Data for this task>
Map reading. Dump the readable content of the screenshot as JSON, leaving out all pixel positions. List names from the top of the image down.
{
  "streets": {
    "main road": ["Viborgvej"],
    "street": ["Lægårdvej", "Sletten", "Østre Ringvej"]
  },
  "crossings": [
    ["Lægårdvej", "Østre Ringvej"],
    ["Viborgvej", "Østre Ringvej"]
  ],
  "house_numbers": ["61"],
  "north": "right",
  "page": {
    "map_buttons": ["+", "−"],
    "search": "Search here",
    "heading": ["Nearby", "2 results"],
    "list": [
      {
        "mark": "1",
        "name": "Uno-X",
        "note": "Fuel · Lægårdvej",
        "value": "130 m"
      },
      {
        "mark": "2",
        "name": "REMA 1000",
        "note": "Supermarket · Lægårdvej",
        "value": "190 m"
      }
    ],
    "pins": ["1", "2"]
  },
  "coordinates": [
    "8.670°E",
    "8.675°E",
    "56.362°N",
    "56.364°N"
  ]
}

Exercise brief>
Given the listing above, print all of it word for word.

Response to this exercise>
Map reading. Dump the readable content of the screenshot as JSON, leaving out all pixel positions. List names from the top of the image down.
{
  "streets": {
    "main road": ["Viborgvej"],
    "street": ["Lægårdvej", "Sletten", "Østre Ringvej"]
  },
  "crossings": [
    ["Lægårdvej", "Østre Ringvej"],
    ["Viborgvej", "Østre Ringvej"]
  ],
  "house_numbers": ["61"],
  "north": "right",
  "page": {
    "map_buttons": ["+", "−"],
    "search": "Search here",
    "heading": ["Nearby", "2 results"],
    "list": [
      {
        "mark": "1",
        "name": "Uno-X",
        "note": "Fuel · Lægårdvej",
        "value": "130 m"
      },
      {
        "mark": "2",
        "name": "REMA 1000",
        "note": "Supermarket · Lægårdvej",
        "value": "190 m"
      }
    ],
    "pins": ["1", "2"]
  },
  "coordinates": [
    "8.670°E",
    "8.675°E",
    "56.362°N",
    "56.364°N"
  ]
}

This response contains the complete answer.